Work to be completed
Would you show every line from the records that holds "Dezenove"?

Stored data entries
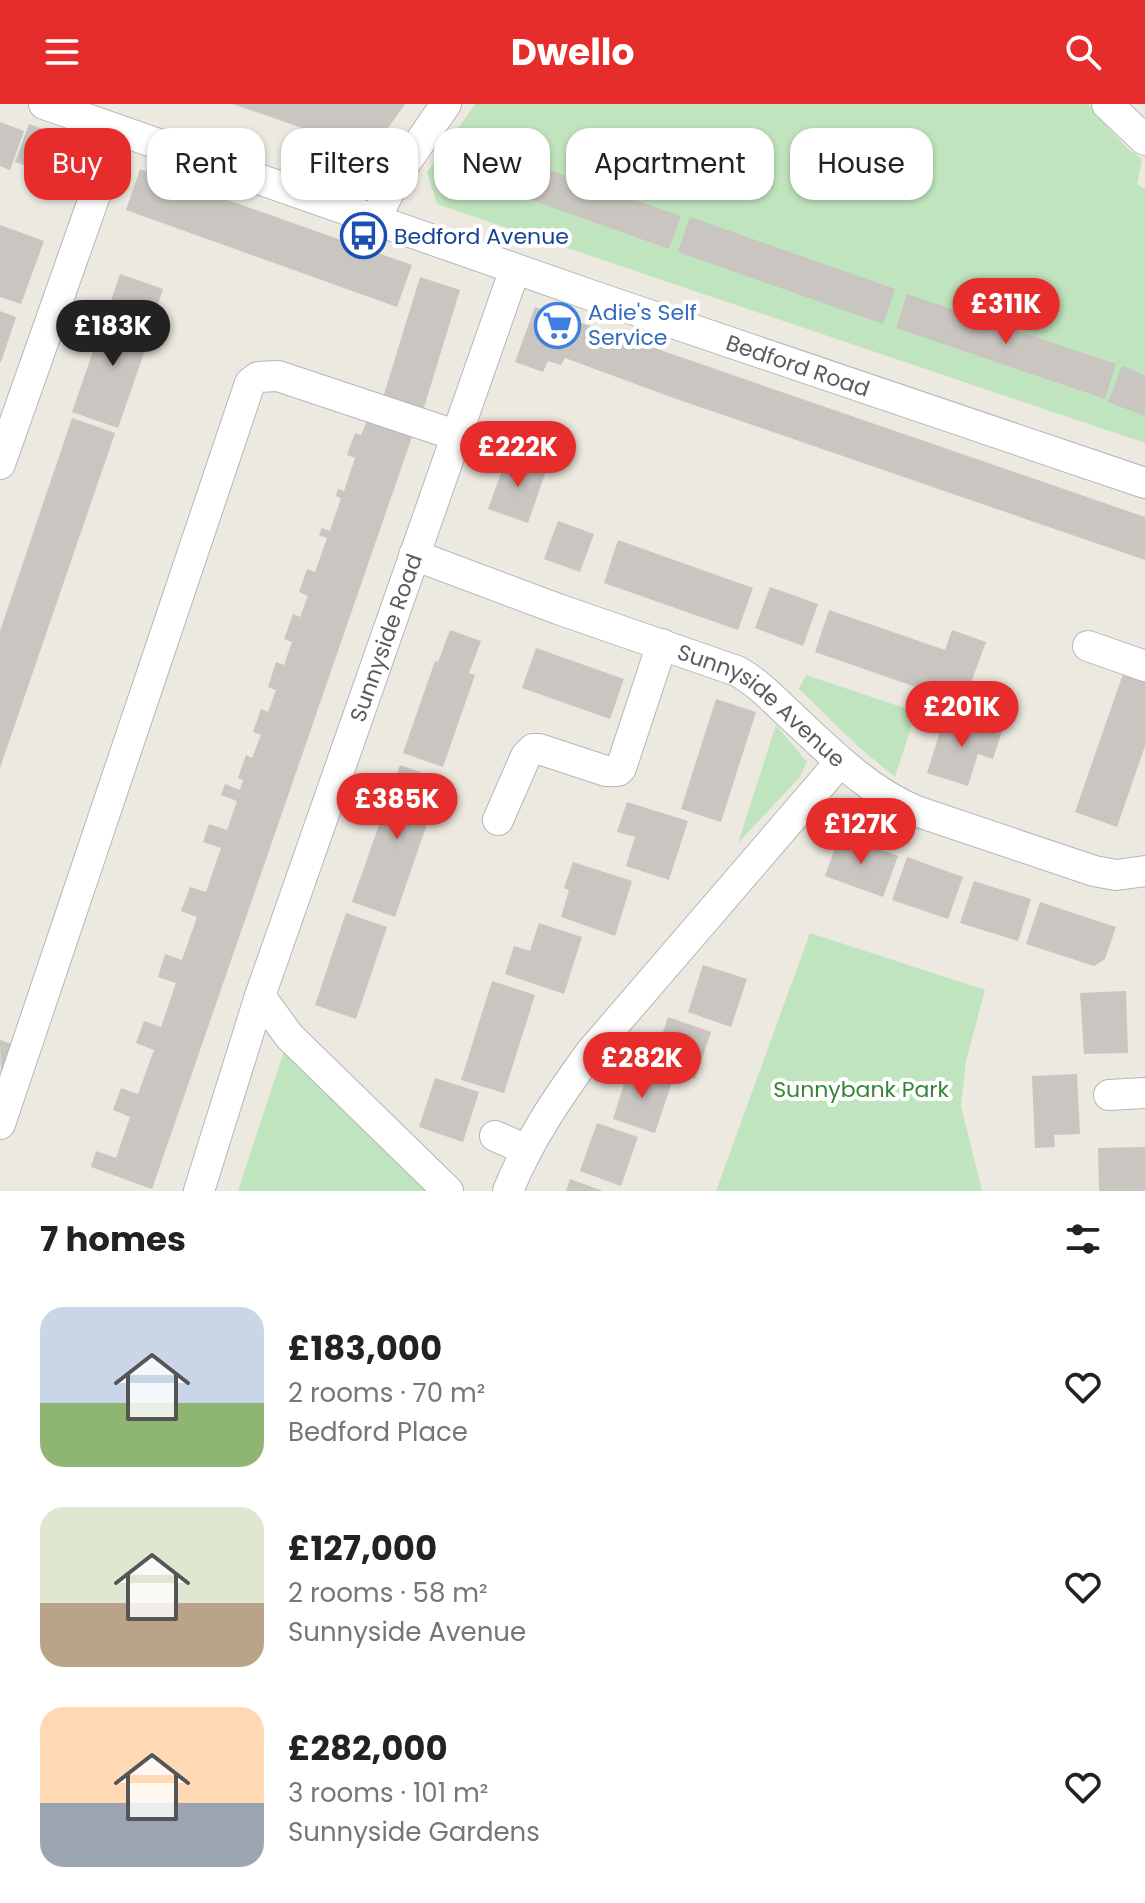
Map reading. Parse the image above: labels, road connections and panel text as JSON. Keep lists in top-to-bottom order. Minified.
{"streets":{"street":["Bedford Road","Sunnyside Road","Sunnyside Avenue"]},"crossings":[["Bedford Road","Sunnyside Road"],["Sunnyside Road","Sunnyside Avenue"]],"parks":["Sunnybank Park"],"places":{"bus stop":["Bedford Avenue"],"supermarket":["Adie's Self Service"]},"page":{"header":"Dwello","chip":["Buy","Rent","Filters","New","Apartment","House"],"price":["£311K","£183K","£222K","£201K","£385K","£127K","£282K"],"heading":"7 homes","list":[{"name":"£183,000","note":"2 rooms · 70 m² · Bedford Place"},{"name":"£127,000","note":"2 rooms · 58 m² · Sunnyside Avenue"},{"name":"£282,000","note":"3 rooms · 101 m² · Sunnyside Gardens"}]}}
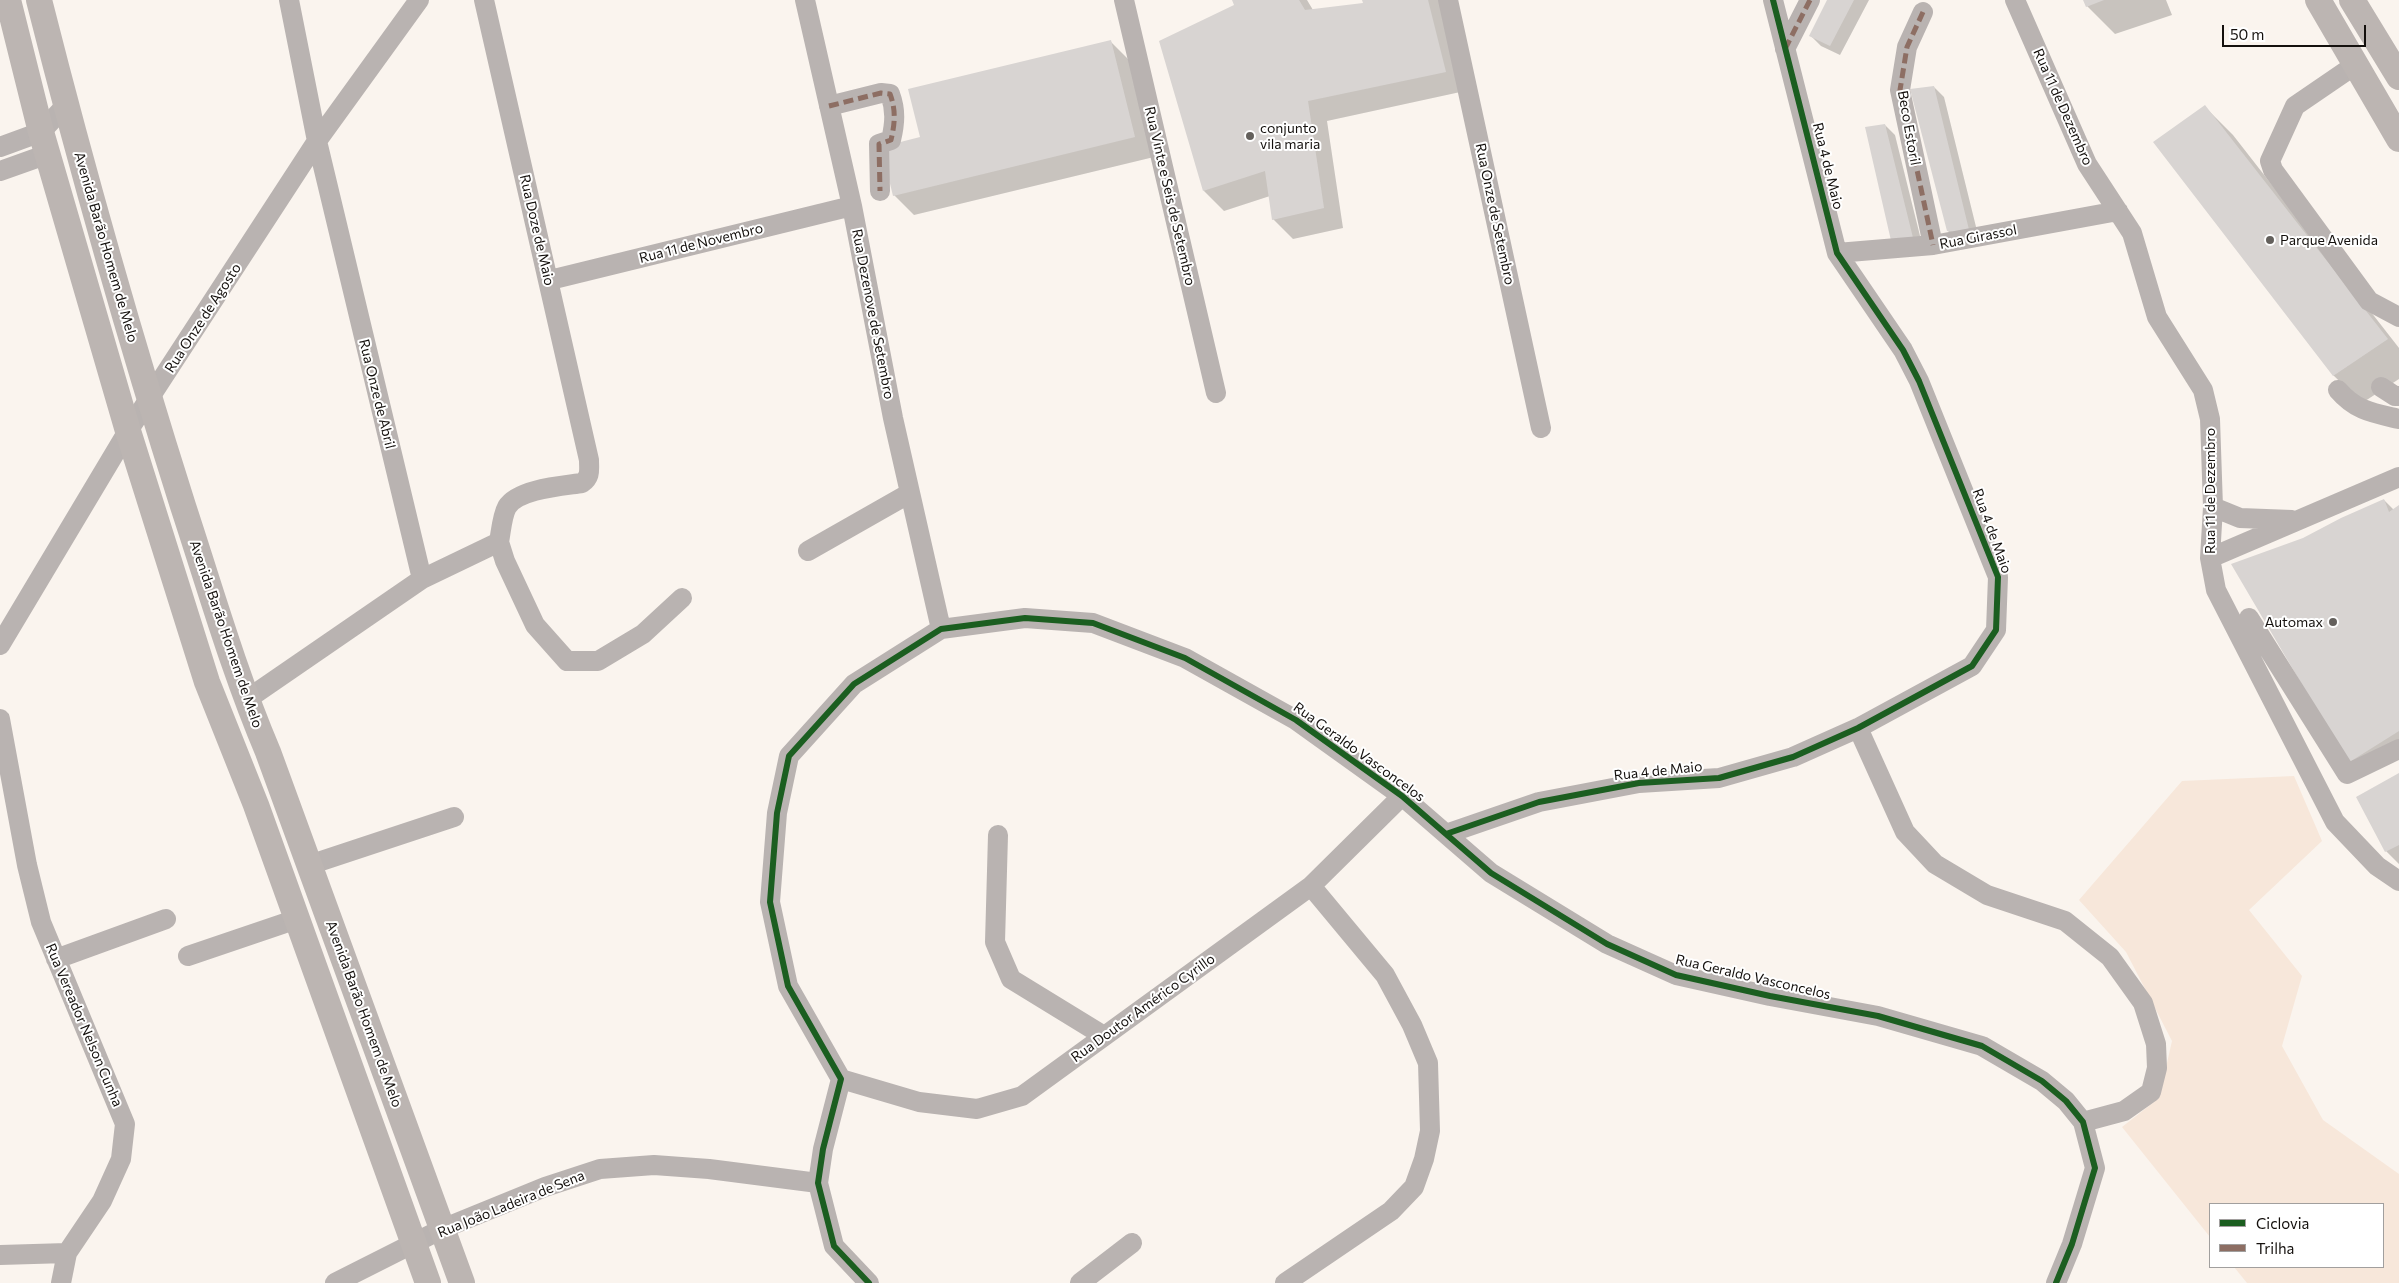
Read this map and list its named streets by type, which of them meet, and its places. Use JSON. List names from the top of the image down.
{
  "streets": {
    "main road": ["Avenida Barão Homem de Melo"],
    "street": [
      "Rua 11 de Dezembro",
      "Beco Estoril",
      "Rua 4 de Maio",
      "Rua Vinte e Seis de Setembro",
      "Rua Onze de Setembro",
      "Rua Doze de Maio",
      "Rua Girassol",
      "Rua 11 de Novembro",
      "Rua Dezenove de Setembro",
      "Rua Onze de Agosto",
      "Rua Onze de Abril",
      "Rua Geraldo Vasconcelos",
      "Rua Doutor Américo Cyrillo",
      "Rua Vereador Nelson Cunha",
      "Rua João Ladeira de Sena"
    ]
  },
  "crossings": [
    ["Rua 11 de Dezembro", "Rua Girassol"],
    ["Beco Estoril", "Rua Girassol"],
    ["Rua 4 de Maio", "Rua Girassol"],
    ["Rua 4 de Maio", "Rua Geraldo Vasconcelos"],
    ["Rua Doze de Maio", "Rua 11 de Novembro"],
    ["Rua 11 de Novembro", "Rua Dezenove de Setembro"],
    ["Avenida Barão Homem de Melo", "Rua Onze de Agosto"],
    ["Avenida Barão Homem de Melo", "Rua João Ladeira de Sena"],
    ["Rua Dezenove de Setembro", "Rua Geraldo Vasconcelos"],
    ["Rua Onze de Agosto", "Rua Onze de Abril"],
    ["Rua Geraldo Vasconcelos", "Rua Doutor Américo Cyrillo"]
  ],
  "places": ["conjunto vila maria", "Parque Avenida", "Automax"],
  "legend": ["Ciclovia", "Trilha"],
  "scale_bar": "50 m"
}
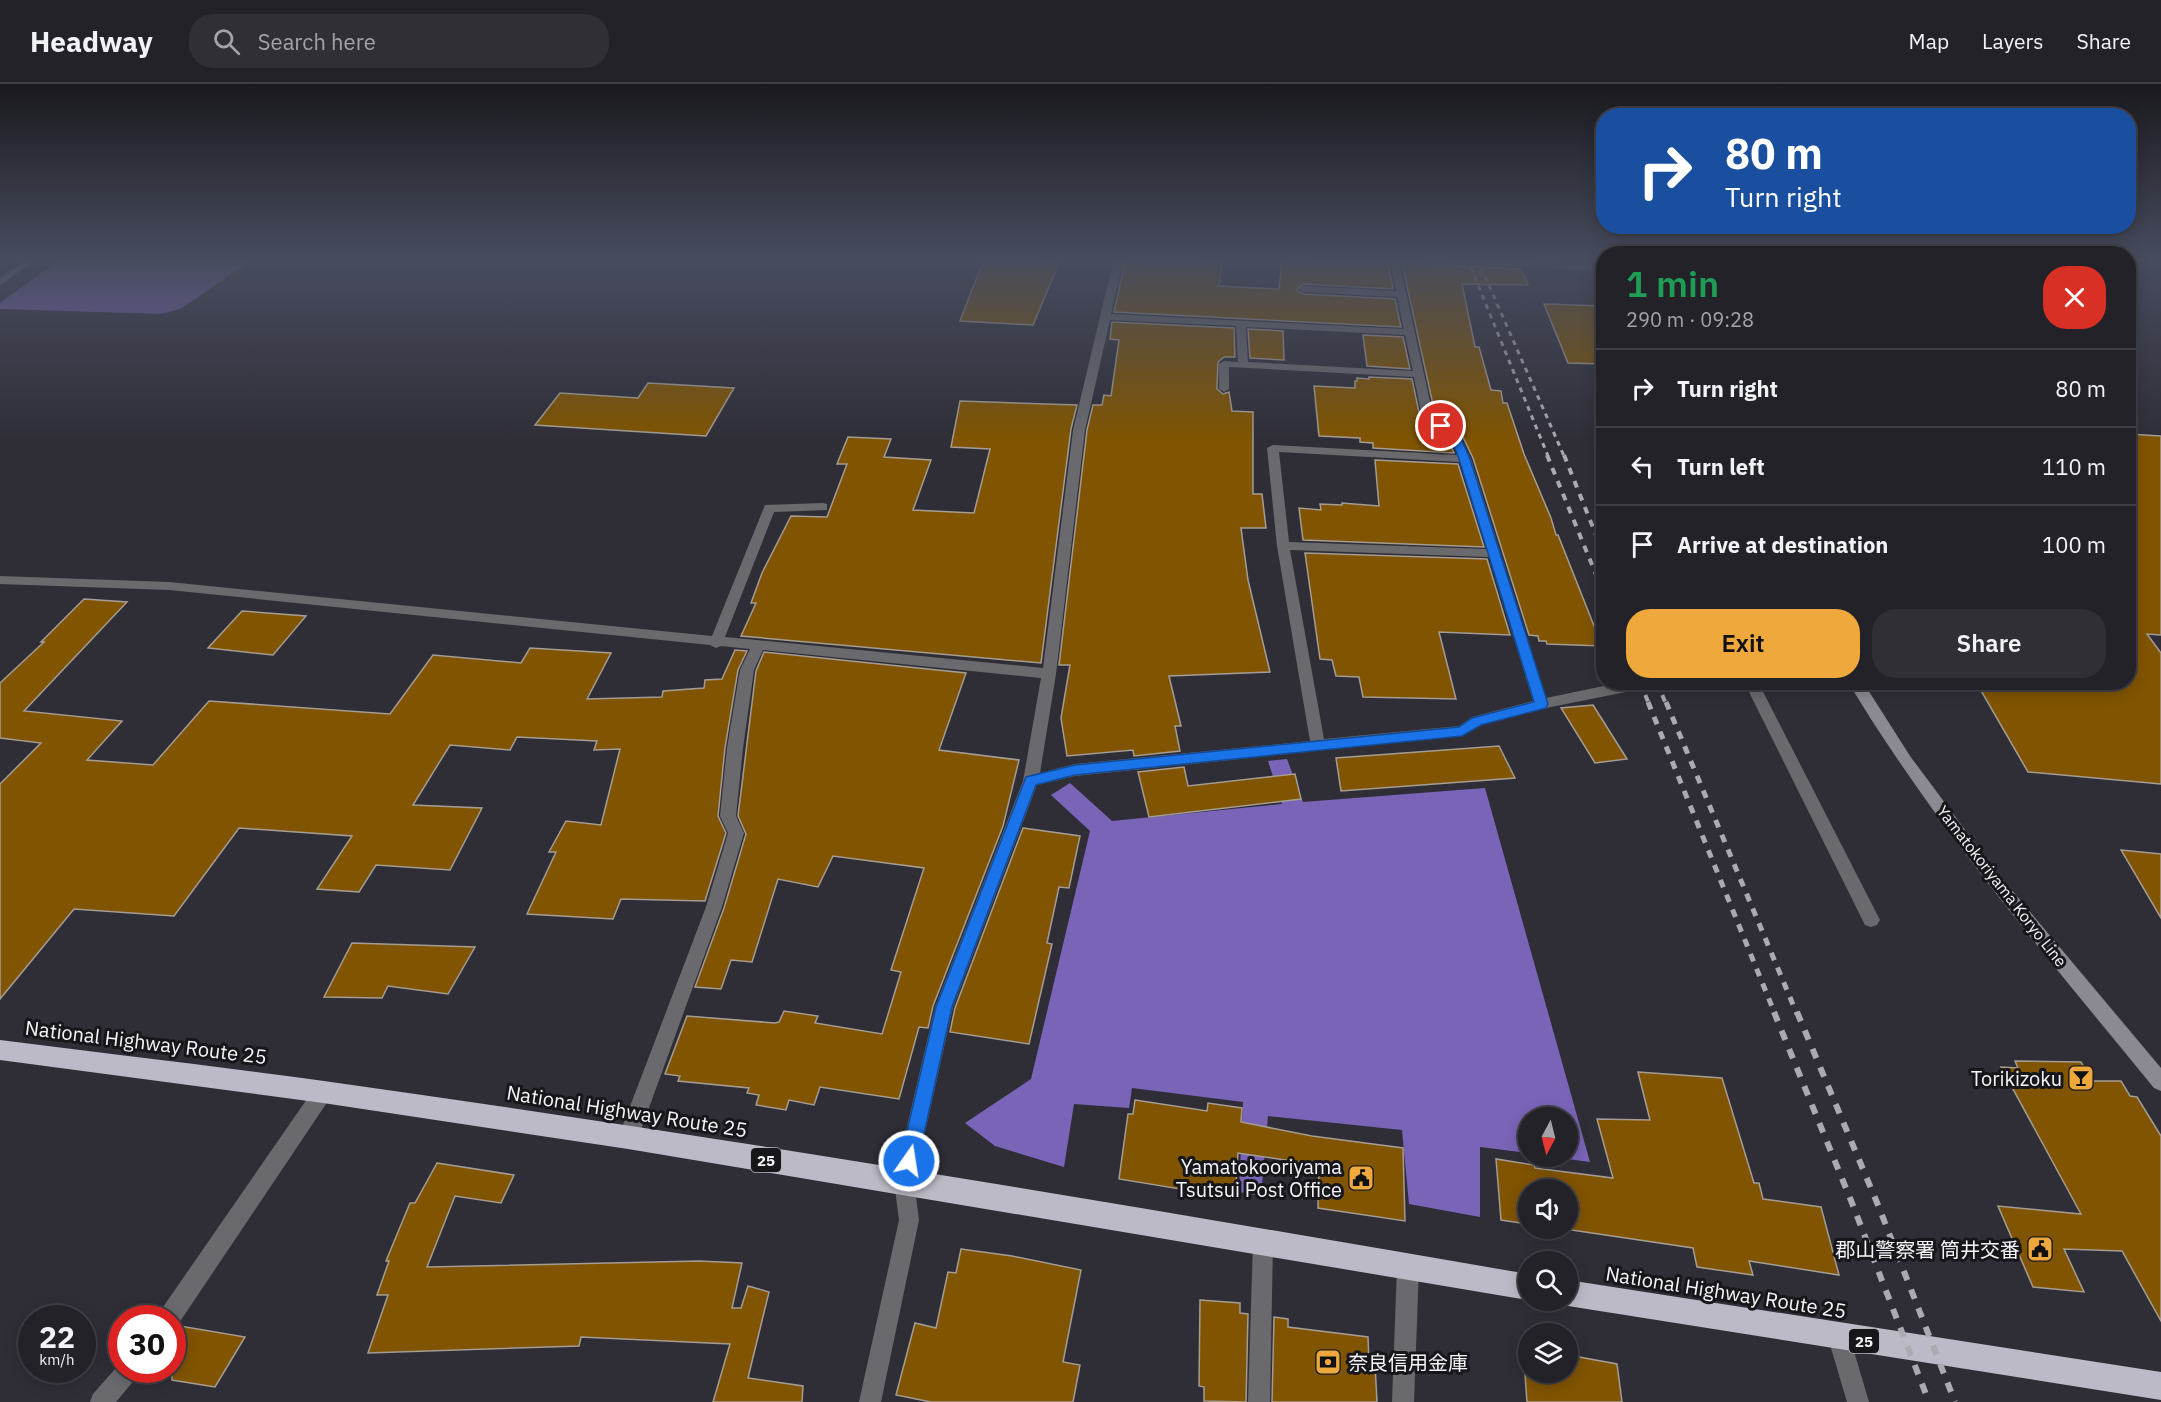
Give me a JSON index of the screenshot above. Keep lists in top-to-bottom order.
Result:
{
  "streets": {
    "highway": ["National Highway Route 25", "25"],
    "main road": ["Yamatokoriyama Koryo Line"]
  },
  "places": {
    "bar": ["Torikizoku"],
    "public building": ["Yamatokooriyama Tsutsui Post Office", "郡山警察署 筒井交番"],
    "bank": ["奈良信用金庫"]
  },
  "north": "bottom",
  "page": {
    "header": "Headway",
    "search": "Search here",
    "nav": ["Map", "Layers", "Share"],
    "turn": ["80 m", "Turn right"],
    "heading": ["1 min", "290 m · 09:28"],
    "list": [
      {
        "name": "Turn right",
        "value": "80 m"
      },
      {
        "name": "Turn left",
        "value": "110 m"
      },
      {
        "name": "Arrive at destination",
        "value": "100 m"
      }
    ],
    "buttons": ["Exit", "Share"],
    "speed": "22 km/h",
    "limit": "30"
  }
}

Answer space
      "Rua Dezenove de Setembro",
    ["Rua 11 de Novembro", "Rua Dezenove de Setembro"],
    ["Rua Dezenove de Setembro", "Rua Geraldo Vasconcelos"],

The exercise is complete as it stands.